* **Required action**:
Print the listing below from its opening line through the line holding "margin:0; padding:0; list-style:none", both ends included.

+ + +

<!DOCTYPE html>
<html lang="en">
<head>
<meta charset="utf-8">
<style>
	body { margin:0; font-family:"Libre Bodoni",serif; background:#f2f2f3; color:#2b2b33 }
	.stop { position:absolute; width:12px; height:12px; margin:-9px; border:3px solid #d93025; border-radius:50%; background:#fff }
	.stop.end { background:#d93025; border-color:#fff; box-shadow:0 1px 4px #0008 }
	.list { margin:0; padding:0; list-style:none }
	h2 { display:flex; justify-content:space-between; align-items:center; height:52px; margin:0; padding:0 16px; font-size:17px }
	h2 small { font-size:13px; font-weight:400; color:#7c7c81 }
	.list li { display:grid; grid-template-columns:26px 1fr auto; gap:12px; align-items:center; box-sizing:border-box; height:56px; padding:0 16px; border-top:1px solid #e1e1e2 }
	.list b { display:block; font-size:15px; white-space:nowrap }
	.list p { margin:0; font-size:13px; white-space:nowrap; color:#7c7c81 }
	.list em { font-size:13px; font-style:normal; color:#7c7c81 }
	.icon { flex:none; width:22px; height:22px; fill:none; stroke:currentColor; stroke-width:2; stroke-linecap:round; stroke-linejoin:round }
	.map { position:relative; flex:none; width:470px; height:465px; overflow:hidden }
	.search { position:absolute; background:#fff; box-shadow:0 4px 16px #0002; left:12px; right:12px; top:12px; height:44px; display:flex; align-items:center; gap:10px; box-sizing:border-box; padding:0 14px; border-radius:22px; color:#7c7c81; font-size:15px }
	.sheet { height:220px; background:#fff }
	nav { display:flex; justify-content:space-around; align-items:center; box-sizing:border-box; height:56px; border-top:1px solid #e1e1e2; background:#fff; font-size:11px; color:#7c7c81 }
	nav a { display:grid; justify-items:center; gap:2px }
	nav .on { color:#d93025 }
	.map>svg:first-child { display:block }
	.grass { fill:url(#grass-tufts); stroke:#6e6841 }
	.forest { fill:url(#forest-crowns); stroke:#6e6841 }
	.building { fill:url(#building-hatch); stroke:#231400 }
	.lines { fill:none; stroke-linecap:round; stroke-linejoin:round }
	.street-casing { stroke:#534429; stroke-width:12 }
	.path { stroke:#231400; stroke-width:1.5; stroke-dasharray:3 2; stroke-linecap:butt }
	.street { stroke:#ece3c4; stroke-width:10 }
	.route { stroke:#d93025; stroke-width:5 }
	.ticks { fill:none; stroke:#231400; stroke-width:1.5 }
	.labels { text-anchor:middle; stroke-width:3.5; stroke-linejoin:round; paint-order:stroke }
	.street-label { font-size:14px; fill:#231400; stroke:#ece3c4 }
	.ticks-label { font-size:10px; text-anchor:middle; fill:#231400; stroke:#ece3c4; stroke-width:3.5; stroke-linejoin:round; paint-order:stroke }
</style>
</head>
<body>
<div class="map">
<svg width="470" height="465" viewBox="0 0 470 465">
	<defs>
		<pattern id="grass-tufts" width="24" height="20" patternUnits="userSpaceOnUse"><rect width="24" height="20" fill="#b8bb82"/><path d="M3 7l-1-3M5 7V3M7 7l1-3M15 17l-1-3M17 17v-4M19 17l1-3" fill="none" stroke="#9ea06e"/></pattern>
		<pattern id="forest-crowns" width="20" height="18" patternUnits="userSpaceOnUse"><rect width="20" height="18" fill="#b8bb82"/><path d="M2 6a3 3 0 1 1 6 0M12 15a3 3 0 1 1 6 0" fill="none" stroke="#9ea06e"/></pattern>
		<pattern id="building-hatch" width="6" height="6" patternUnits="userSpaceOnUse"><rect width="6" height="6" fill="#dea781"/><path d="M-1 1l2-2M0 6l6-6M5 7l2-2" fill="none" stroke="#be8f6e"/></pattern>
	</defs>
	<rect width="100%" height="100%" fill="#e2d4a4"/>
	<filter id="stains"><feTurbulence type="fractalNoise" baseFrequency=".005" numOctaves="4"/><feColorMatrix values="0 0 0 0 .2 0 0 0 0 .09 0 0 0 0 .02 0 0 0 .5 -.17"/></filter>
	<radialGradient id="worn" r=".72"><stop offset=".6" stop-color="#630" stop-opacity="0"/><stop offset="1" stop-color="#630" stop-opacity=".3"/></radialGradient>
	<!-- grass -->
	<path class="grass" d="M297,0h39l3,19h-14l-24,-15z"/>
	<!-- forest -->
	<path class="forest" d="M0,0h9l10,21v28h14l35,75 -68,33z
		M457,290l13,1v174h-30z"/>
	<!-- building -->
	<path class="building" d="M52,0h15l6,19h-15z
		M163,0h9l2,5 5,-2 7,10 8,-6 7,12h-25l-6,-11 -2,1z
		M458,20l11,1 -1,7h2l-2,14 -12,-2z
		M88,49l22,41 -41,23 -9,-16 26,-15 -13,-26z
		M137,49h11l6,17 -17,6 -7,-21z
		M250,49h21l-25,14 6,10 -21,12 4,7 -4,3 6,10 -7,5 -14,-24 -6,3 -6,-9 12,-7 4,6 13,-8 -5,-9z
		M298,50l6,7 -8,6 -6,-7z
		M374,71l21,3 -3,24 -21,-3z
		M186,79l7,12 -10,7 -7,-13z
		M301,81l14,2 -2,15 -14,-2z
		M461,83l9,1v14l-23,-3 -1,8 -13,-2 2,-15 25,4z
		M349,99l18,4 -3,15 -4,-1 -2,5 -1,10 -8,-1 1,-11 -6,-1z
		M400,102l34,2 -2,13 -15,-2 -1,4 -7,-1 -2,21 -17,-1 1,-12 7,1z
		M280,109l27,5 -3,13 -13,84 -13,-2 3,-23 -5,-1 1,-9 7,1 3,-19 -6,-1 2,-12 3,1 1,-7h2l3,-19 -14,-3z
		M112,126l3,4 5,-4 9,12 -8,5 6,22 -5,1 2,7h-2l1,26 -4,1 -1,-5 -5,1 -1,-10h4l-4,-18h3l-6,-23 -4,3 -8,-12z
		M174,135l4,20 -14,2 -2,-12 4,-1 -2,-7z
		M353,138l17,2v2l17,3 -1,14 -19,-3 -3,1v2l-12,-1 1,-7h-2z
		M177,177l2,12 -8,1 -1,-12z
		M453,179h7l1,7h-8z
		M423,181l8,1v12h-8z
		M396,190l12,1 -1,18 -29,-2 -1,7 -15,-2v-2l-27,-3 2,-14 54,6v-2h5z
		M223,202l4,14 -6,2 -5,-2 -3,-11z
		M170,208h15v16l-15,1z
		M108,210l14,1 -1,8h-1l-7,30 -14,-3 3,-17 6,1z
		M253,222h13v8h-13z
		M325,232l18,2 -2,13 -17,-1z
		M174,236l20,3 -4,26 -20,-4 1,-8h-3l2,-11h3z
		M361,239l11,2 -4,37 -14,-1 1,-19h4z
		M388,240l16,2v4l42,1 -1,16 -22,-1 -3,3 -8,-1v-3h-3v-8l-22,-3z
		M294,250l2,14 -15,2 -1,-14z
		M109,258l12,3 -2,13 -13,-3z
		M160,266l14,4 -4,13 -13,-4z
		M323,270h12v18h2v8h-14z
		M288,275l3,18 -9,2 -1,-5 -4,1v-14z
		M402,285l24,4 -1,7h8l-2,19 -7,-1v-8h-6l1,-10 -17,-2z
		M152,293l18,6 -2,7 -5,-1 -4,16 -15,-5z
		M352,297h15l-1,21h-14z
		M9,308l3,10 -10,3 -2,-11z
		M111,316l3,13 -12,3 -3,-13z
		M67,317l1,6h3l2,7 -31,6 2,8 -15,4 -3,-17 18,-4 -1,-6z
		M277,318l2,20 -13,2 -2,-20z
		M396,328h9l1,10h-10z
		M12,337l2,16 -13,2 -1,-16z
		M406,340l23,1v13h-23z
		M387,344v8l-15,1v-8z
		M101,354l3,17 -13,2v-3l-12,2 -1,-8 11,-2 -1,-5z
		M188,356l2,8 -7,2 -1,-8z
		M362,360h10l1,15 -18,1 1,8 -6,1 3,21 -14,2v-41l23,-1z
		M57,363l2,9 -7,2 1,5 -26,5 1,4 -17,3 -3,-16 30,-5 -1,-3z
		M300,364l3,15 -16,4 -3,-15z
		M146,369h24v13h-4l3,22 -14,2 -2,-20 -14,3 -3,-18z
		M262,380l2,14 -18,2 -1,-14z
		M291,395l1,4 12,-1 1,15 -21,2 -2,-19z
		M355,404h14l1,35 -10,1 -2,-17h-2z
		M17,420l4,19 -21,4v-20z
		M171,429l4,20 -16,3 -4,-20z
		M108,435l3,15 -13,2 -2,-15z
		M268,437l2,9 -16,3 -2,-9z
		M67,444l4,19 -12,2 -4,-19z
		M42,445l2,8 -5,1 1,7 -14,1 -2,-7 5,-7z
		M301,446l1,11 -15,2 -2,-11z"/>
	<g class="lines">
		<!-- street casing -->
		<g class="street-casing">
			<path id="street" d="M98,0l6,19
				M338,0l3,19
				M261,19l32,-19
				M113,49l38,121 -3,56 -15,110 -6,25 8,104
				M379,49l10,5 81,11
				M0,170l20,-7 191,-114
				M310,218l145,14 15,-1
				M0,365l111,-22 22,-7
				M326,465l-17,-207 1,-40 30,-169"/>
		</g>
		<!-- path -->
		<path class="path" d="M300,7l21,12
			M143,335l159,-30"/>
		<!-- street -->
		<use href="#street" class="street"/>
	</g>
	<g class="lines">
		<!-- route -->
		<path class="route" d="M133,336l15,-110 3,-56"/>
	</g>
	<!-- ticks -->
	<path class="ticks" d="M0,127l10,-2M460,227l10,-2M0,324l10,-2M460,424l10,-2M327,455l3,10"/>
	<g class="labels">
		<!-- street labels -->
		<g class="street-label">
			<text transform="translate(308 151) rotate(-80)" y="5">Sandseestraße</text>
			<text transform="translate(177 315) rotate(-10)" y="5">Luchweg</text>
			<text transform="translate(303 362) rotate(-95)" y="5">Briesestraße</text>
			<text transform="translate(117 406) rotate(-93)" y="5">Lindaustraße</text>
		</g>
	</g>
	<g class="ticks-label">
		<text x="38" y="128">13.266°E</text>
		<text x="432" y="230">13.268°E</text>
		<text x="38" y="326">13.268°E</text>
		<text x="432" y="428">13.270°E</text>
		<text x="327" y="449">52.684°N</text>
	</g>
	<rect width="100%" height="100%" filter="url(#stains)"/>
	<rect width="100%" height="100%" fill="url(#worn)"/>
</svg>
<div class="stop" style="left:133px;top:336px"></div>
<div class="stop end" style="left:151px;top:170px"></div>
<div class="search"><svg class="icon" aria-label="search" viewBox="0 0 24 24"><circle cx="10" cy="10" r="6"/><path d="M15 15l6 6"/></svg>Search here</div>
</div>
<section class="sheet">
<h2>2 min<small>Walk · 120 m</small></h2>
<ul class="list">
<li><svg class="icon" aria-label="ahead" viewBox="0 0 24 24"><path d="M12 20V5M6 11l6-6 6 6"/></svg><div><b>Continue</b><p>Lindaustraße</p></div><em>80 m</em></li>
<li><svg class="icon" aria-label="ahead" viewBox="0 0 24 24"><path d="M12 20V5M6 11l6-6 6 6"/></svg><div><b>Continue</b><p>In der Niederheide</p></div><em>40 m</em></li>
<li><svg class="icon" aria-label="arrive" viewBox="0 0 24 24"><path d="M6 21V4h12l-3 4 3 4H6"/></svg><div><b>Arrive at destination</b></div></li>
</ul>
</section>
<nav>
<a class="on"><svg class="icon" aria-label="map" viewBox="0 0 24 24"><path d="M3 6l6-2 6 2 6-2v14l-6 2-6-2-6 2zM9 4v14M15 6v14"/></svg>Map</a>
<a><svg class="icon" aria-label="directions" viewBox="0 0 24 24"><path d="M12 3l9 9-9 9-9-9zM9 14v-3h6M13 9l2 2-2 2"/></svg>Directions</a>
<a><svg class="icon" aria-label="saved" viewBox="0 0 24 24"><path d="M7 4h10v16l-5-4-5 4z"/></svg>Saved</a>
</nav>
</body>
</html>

+ + +

* **Reply**:
<!DOCTYPE html>
<html lang="en">
<head>
<meta charset="utf-8">
<style>
	body { margin:0; font-family:"Libre Bodoni",serif; background:#f2f2f3; color:#2b2b33 }
	.stop { position:absolute; width:12px; height:12px; margin:-9px; border:3px solid #d93025; border-radius:50%; background:#fff }
	.stop.end { background:#d93025; border-color:#fff; box-shadow:0 1px 4px #0008 }
	.list { margin:0; padding:0; list-style:none }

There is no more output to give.